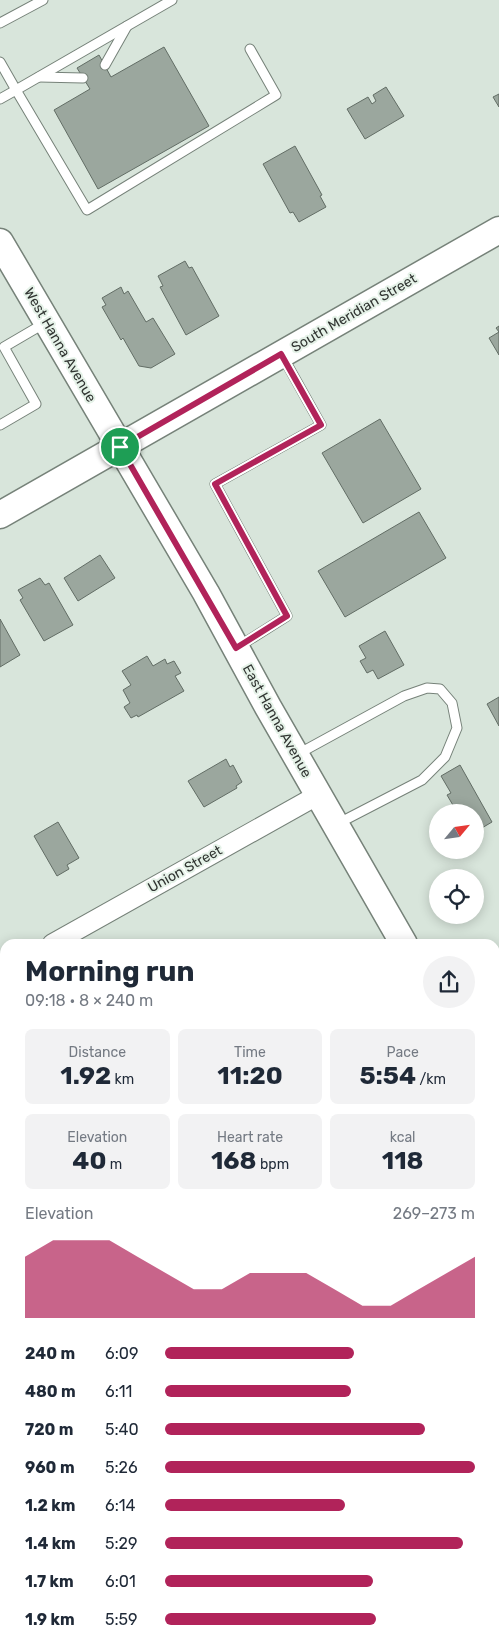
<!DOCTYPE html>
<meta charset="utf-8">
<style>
:root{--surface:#fff;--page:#f2f2f3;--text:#1f2937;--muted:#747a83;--accent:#b1235a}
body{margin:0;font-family:Rubik,sans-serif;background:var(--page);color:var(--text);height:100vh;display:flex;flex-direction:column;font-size:19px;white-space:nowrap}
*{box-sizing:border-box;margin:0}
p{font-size:16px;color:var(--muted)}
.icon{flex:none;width:28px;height:28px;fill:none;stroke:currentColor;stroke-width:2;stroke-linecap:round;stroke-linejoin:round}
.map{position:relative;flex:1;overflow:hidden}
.details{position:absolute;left:0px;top:939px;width:500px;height:706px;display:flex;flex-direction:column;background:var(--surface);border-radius:15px 15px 0 0;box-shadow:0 2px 12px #0003}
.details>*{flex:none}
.needle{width:32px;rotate:61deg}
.buttons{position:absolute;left:429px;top:804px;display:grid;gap:10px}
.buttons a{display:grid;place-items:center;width:55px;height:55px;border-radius:50%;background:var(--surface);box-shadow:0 2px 12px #0003;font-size:25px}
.pin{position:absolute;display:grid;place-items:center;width:42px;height:42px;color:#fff;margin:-21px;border:2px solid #fff;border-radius:50%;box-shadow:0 1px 5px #0007}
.round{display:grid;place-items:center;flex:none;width:52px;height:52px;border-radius:26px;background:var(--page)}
.head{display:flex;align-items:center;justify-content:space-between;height:85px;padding:0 25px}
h1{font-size:28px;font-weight:700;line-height:38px}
.stats{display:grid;grid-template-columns:repeat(3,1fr);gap:8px;height:85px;padding:5px 25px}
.stats div{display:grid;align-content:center;border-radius:8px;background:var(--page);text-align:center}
.stats b{font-size:25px;font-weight:700}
.stats small{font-size:14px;font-weight:400}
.stats p{font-size:14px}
.chart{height:140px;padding:10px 25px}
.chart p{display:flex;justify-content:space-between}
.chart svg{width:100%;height:90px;margin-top:5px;fill:var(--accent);opacity:.7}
ul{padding:0 25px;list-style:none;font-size:16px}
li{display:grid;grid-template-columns:80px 60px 1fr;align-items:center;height:38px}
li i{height:12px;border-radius:6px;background:var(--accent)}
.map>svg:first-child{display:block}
</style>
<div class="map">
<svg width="499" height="1644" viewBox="0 0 499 1644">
<rect width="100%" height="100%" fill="#d8e5db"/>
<!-- building -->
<g fill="#9ba79e" stroke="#626d65">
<polygon points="164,47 209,126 98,189 54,110 90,89 77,68 99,55 111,77"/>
<polygon points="386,87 404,116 365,139 347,109 368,97 372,104 376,101 373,95"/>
<polygon points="499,94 499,107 493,97"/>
<polygon points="295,146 322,195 320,196 326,207 299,222 293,212 290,213 263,164"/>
<polygon points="185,261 189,268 192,267 219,316 186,335 160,287 163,286 158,276"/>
<polygon points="121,287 124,294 128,291 146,322 153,318 175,354 151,368 139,366 123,338 121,340 102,307 106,305 102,298"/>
<polygon points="499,326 499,355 489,338 499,332 496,328"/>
<polygon points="380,419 421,489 363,523 322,453"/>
<polygon points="419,512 446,558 345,617 318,571"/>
<polygon points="100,555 115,578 78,601 64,578"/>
<polygon points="40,578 45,585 49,583 73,625 44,641 20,600 23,598 18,590"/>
<polygon points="0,619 20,655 0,667"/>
<polygon points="385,631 404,665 378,679 373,670 367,673 360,661 366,658 359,646"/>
<polygon points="147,656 153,666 165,659 167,664 174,661 181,673 175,676 184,691 138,717 137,715 131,718 124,707 130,703 123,690 131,685 122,671"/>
<polygon points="499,697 499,726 487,704"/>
<polygon points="226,759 230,767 233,765 242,782 236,786 237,788 204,807 188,781"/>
<polygon points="460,765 492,822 475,832 475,812 457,812 447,795 451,793 441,776"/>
<polygon points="58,822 79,858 67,865 69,869 57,876 34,836"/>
<polygon points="0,1066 5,1075 5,1100 0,1103"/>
<polygon points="495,1278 499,1285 499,1369 495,1362"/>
<polygon points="0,1288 5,1297 5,1311 0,1314"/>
<polygon points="499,1449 499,1498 495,1500 495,1452"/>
<polygon points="499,1557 499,1599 495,1602 495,1559"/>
<polygon points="0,1596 5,1605 5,1640 25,1640 27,1644 0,1644"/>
<polygon points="82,1640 129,1640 132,1644 84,1644"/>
<polygon points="163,1640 248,1640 241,1644 163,1644 162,1641"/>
<polygon points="352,1640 423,1640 415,1644 345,1644"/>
</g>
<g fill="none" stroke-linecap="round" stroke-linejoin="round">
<defs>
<g id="lane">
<polyline points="172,0 16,90 87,210 276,95 250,49"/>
<polyline points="0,23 43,0"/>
<polyline points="0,62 16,90 0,99"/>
<polyline points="105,65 127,26"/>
<polyline points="39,77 83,78"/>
<polyline points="0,425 36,404 4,347 45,323"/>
<polyline points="238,647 287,616 215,484 321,425 283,357"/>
<polyline points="298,754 404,696 427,688 440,689 452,703 457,728 445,757 422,780 337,824"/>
</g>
<g id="street">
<polyline points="52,944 318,795"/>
<polyline points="0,973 5,970"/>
<polyline points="495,1181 499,1179"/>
<polyline points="0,1463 5,1460"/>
</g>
<g id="secondary">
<polyline points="0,242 206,593 268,707 404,944"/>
<polyline points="0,515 499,230"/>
<polyline points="495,1100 499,1107"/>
</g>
</defs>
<!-- lane casing -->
<use href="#lane" stroke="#768279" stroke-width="11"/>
<!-- street casing -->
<use href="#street" stroke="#768279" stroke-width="21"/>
<!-- secondary casing -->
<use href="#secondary" stroke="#768279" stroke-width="29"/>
<!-- lane -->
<use href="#lane" stroke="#fff" stroke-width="9"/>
<!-- street -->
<use href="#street" stroke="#fff" stroke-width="19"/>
<!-- secondary -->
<use href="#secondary" stroke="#fff" stroke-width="26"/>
</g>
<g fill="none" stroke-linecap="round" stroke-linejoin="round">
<defs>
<polygon id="route" points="281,354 321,425 215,484 287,616 236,648 120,447"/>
</defs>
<!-- route casing -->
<use href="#route" stroke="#fff" stroke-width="10"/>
<!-- route -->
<use href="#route" stroke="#b1235a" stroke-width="6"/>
</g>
<g text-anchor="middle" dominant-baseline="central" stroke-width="4" stroke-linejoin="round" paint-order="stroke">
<!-- street labels -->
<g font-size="14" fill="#313532" stroke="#e5f2e8">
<text transform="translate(354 313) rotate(-30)">South Meridian Street</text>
<text transform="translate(60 345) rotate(60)">West Hanna Avenue</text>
<text transform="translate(277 721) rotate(61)">East Hanna Avenue</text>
<text transform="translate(185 869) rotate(-29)">Union Street</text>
</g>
</g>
</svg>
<div class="buttons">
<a><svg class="needle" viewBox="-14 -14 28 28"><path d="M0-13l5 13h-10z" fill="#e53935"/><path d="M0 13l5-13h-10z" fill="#747a83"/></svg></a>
<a><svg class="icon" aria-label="locate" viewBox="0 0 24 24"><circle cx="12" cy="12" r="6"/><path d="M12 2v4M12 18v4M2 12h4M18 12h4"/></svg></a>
</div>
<div class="pin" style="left:120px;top:447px;background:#1e9e55"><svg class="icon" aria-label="arrive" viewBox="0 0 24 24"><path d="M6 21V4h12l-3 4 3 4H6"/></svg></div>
<section class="details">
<div class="head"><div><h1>Morning run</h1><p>09:18 · 8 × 240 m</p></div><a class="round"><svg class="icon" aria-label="share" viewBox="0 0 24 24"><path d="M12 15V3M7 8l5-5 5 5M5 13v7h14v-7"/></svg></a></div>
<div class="stats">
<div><p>Distance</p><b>1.92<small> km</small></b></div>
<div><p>Time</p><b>11:20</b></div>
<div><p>Pace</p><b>5:54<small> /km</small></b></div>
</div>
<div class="stats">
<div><p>Elevation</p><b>40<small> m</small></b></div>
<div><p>Heart rate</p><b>168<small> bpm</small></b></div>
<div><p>kcal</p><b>118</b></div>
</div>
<div class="chart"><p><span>Elevation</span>269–273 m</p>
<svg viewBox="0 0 160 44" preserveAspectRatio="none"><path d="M0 44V14L10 6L20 6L30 6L40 14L50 22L60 30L70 30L80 22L90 22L100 22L110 30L120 38L130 38L140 30L150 22L160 14V44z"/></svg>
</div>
<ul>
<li><b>240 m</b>6:09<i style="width:61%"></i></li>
<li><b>480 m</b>6:11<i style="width:60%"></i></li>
<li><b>720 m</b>5:40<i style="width:84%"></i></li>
<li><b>960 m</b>5:26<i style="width:100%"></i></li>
<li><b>1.2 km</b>6:14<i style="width:58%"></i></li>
<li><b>1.4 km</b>5:29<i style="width:96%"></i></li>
<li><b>1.7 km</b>6:01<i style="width:67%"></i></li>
<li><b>1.9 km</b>5:59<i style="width:68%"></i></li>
</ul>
</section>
</div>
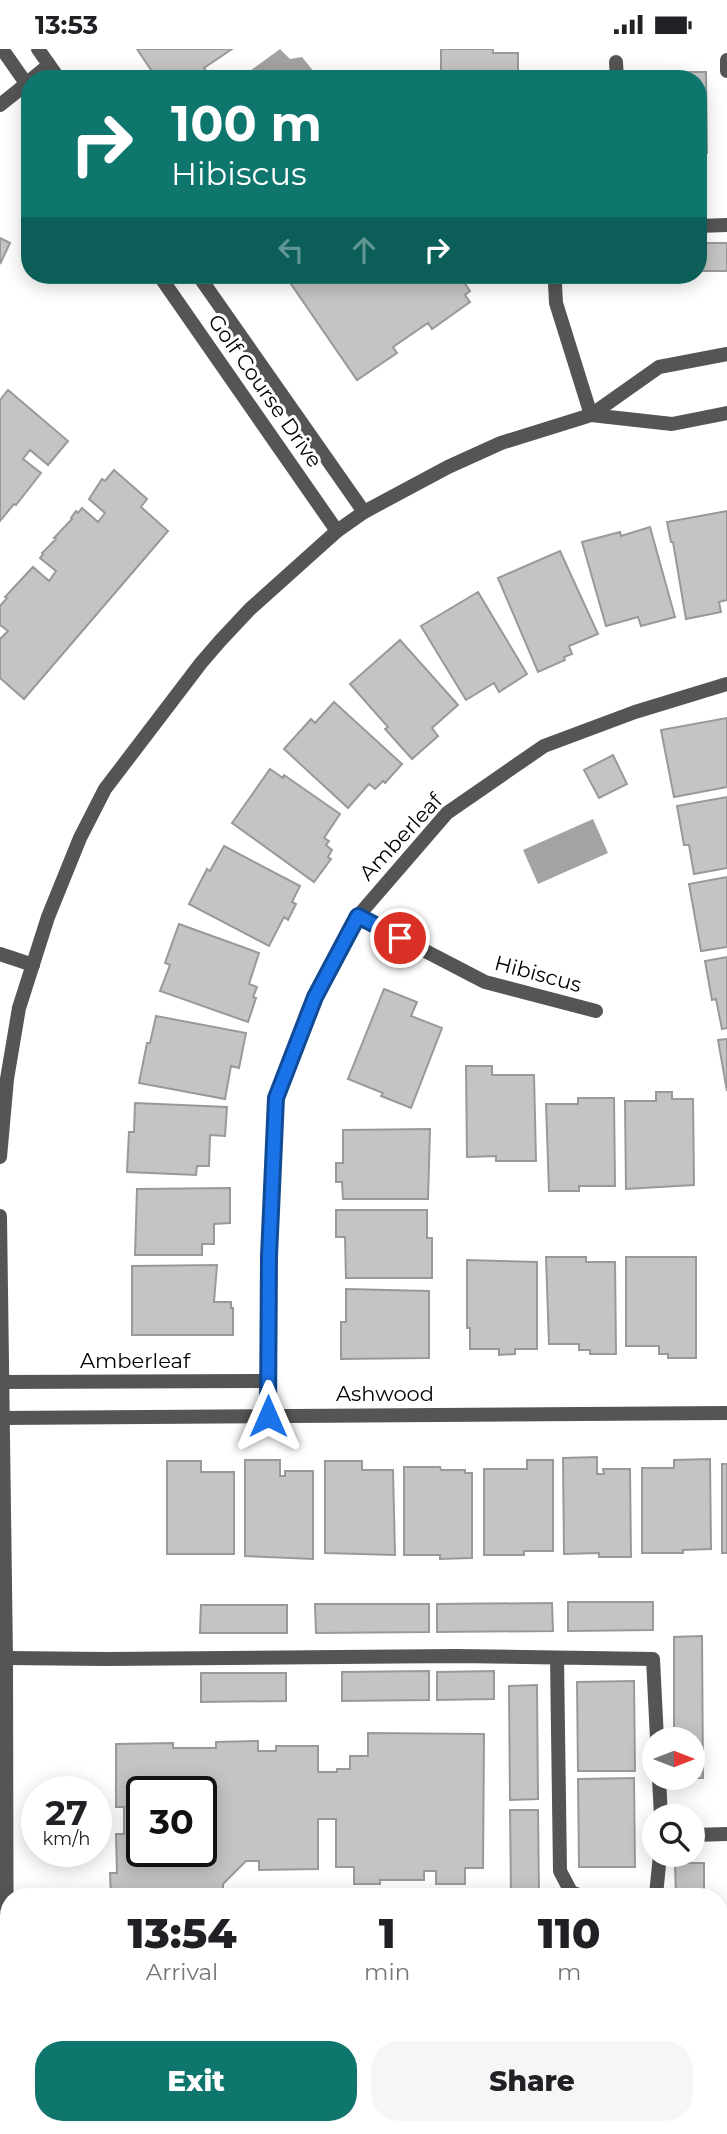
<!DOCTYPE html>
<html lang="en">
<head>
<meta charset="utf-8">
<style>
	:root { --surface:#fff; --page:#f6f6f6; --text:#202124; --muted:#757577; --accent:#0f766e }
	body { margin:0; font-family:Montserrat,sans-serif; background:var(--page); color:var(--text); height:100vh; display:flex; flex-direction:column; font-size:26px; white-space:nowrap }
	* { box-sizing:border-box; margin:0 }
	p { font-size:23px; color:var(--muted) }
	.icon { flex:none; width:38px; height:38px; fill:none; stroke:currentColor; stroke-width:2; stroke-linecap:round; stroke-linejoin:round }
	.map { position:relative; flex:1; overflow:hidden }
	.sheet { position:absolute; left:0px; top:1839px; width:728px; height:247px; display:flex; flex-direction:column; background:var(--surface); border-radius:28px 28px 0 0; box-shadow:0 4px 18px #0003 }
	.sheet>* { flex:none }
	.banner { position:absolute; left:21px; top:21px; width:686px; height:214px; border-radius:28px; box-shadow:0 4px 18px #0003; background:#0f766e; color:#fff; overflow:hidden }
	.needle { width:46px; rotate:90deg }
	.buttons { position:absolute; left:642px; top:1678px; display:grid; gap:14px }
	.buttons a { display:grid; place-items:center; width:63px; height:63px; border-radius:50%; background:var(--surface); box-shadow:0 4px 18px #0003; font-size:35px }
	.speed { position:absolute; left:21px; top:1727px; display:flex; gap:14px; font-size:35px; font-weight:700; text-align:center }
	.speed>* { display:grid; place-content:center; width:91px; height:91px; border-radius:50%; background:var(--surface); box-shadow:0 4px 18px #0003; line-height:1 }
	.speed small { font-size:18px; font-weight:400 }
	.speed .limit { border:4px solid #111; border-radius:10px; background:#fff; color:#111 }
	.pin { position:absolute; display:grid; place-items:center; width:60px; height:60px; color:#fff; margin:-30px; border:4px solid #fff; border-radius:50%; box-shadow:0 2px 7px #0007 }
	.me { position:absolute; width:77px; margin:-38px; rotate:0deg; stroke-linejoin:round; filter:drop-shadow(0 0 5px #0008) }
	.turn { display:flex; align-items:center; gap:24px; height:147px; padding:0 35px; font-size:32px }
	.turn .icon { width:91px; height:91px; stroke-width:2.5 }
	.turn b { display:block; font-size:49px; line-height:60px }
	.lanes { display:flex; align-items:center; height:66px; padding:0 35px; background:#0003; justify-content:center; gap:35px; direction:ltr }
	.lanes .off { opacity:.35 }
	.eta { display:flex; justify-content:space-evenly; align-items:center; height:119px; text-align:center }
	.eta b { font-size:42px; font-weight:800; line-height:49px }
	.primary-button { display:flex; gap:14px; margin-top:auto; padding:14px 35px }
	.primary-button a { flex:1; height:80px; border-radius:28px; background:var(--accent); color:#fff; font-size:28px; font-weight:800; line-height:80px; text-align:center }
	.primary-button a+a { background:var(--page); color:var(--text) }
	.status { display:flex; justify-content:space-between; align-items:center; height:49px; padding:0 35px; background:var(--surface); direction:ltr }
	.status svg { height:19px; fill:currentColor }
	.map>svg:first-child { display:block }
	.water { fill:#a3a3a3 }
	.building { fill:#c4c4c4; stroke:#999; stroke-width:2; fill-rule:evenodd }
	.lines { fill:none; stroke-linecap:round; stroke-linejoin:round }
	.service { stroke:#555; stroke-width:14 }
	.minor { stroke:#555; stroke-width:14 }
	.tertiary { stroke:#555; stroke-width:14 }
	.route-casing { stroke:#114b97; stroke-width:18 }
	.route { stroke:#1a73e8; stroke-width:12 }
	.labels { text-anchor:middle; stroke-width:6; stroke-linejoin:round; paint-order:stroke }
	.street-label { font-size:21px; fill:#000; stroke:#fff }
</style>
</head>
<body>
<div class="status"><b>13:53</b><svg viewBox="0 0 49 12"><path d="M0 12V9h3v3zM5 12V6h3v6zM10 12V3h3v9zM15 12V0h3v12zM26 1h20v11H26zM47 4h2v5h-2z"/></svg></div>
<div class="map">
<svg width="727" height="2085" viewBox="0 0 727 2085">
	<rect width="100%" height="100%" fill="#fff"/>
	<path class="water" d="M280,0L290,10L302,8L318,28L326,26L328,30H239Z
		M593,770L608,804L538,835L523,801Z"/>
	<path class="building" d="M137,0H232L204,19L210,28L208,30H157Z
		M441,0H493V4H518V30H441Z
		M678,23H706L707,104H698V30H678Z
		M0,189L10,194L0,215Z
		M698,194H727V222H698Z
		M305,226H459L470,242L465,246L470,253L432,280L428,274L393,298L397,304L357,331L291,235Z
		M8,341L68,392L48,416L30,401L23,410L41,424L16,456L14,455L0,472V351Z
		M114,421L147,450L141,458L168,482L24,650L0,629V590L8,582L0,576V557L7,549L5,548L33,518L49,532L56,522L40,509L43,505L42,504L56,490L54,489L72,470L71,469L76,462L78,464L82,459L98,473L105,464L89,450L102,430L105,432Z
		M727,462V551L719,553L721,563L686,570L673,493H671L667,473Z
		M650,478L675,568L641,577L638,568L606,577L582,493L620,483L621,487Z
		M560,502L598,585L569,597L572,605L564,608L565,611L538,623L498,529Z
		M478,543L527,625L499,643L494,634L466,651L421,577Z
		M400,591L458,656L432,679L438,687L412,710L385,680L388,678L350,635Z
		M334,653L402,715L385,734L383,732L375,740L369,735L348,759L284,700L311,670L315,674Z
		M727,669V738L674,748L661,681Z
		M613,706L627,735L599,749L584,721Z
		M270,720L283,729L284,726L340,765L324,789L329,792L326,796L332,801L328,808L331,810L314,833L232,774Z
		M727,748V819L694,825L689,796H684L677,757Z
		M224,797L300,837L292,853L296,855L288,871L284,868L269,897L189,855L207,820L210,822Z
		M727,828V898L701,902L689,835Z
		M179,875L259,904L249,935L257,938L253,948L256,949L248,973L160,942L170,916L165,914Z
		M727,908V979L722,980L716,950L712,951L705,912Z
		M384,940L417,953L411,967L442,979L411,1059L381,1047L383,1044L348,1030Z
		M156,967L246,984L239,1019L231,1017L225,1050L139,1034L147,994H150Z
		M727,990V1042L718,991Z
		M466,1017H492V1026H534L536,1112H496V1107L467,1108Z
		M656,1043H672V1050H693L694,1136L626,1140L625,1052H656Z
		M578,1049H614L615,1137H579V1142H549L546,1055H578Z
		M135,1054L227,1058L225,1087L210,1086L209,1117H197L196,1126L127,1123L129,1083H134Z
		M430,1080L428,1150H343L342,1133H336V1114H343V1081Z
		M230,1139V1174L214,1175V1195H202V1206H135L137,1140Z
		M336,1161H427V1189H432V1229H346L345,1188H336Z
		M546,1208H586V1213H615L616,1305H590V1301H579V1295H549Z
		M626,1208H696V1309H668V1305H659V1297H626Z
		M467,1211L537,1213V1300H515V1305L499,1306V1300H470V1279H467Z
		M217,1216L214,1253H231V1259H233V1286H132V1217Z
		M346,1240L429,1242V1309L341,1310V1273H346Z
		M597,1408V1425H604L603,1420H630L631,1508H599V1504L564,1505L563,1409Z
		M710,1410L711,1500L683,1501V1504H642V1419H674V1411Z
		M245,1411H280V1427H285V1422H313V1510L245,1507Z
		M527,1411H553V1502H524V1506H484V1420H527Z
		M167,1412H201V1423H234V1505H167Z
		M325,1412H362V1421H393L395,1506L325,1504Z
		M722,1415H727V1504H722Z
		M404,1418H440L441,1421H465V1424H472V1509L440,1510V1506H404Z
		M568,1553H653V1581L568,1582Z
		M552,1554L553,1582L437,1583V1555Z
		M315,1555H429V1583L316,1584Z
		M201,1556H287V1584H200Z
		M702,1587L703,1729H693V1690H674V1588Z
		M429,1622V1651L342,1652V1623Z
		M494,1622V1650L437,1651V1623Z
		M201,1624H286V1652L201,1653Z
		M634,1632L635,1722H578L577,1633Z
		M537,1636L538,1750L510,1751L509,1637Z
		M368,1684L484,1685L483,1819H465V1835H436V1822H424V1831H380V1835H354V1818H336V1770H318V1820L259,1821V1812H246L223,1835V1848H111L110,1824H117L116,1785H124V1758H116V1695L173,1694V1699H216V1693L258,1692V1702H276V1697H318V1723H337V1720H350V1707H368ZM142,1743H201V1802H142Z
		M634,1729L635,1818H579L578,1730Z
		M510,1761H538L539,1848H511Z
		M675,1814H704V1848H676Z
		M279,2077H296V2085H279Z"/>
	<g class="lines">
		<path class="service" d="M727,11V22
			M616,13L617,30
			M32,30L49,16
			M0,56L30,32
			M698,177L727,176
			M558,226L555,235L556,254L591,366
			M0,905L33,916
			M6,1609L106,1610L456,1607L653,1610L657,1690
			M557,1609L560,1822L571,1843L585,1848
			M659,1729L661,1768
			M693,1786L727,1785
			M651,1848L656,1846L660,1806"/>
		<path class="minor" d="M2,0L30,40
			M38,0L59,30
			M159,226L337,482
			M198,226L364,463
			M358,867L485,933L596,962
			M1,1333L268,1332
			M268,1367L269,1207L276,1049L315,948L358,867L447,764L544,697L635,663L727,635
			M1,1369L727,1364"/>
		<path class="tertiary" d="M591,366L672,375L727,364
			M0,1108L7,1030L19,959L48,868L80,789L105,740L201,614L220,592L250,560L337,482L364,463L448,418L501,394L591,366L659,318L727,305
			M0,1167L6,1609L7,2085"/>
	</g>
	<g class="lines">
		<defs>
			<path id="route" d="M268,1367L269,1207L276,1049L315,948L358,867L400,889"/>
		</defs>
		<use href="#route" class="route-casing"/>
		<use href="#route" class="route"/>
	</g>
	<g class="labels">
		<g class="street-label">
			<text transform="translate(265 342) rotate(55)" y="7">Golf Course Drive</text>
			<text transform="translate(401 788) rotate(-47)" y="7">Amberleaf</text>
			<text transform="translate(538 925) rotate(15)" y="7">Hibiscus</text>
			<text x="135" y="1319">Amberleaf</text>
			<text x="385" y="1352">Ashwood</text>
		</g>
	</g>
</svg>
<div class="buttons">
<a><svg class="needle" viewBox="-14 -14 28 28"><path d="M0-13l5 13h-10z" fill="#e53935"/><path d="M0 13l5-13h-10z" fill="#757577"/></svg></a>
<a><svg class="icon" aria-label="search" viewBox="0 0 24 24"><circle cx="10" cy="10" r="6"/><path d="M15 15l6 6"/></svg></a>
</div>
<div class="speed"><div>27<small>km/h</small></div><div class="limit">30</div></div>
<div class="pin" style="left:400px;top:889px;background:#d93025"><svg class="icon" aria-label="arrive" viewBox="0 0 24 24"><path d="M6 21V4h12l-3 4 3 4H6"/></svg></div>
<svg class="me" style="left:268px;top:1367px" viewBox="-20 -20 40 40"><path d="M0-17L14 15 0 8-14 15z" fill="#1a73e8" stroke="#fff" stroke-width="4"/></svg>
<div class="banner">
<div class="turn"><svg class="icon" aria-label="right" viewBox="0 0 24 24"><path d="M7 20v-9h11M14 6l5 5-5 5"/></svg><div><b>100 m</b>Hibiscus</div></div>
<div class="lanes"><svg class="icon off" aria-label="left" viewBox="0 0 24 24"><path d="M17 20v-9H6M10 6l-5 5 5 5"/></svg><svg class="icon off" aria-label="ahead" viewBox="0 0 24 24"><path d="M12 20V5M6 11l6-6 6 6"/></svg><svg class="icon" aria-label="right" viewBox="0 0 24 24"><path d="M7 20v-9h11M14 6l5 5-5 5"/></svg></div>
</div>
<section class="sheet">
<div class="eta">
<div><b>13:54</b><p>Arrival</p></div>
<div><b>1</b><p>min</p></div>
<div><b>110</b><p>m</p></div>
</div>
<div class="primary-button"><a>Exit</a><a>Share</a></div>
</section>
</div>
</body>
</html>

» **Exercise brief**:
The expected answer is every line above in which the word "linecap" appears.

» **The answer**:
.icon{flex:none;width:28px;height:28px;fill:none;stroke:currentColor;stroke-width:2;stroke-linecap:round;stroke-linejoin:round}
<g fill="none" stroke-linecap="round" stroke-linejoin="round">
<g fill="none" stroke-linecap="round" stroke-linejoin="round">
	.icon { flex:none; width:38px; height:38px; fill:none; stroke:currentColor; stroke-width:2; stroke-linecap:round; stroke-linejoin:round }
	.lines { fill:none; stroke-linecap:round; stroke-linejoin:round }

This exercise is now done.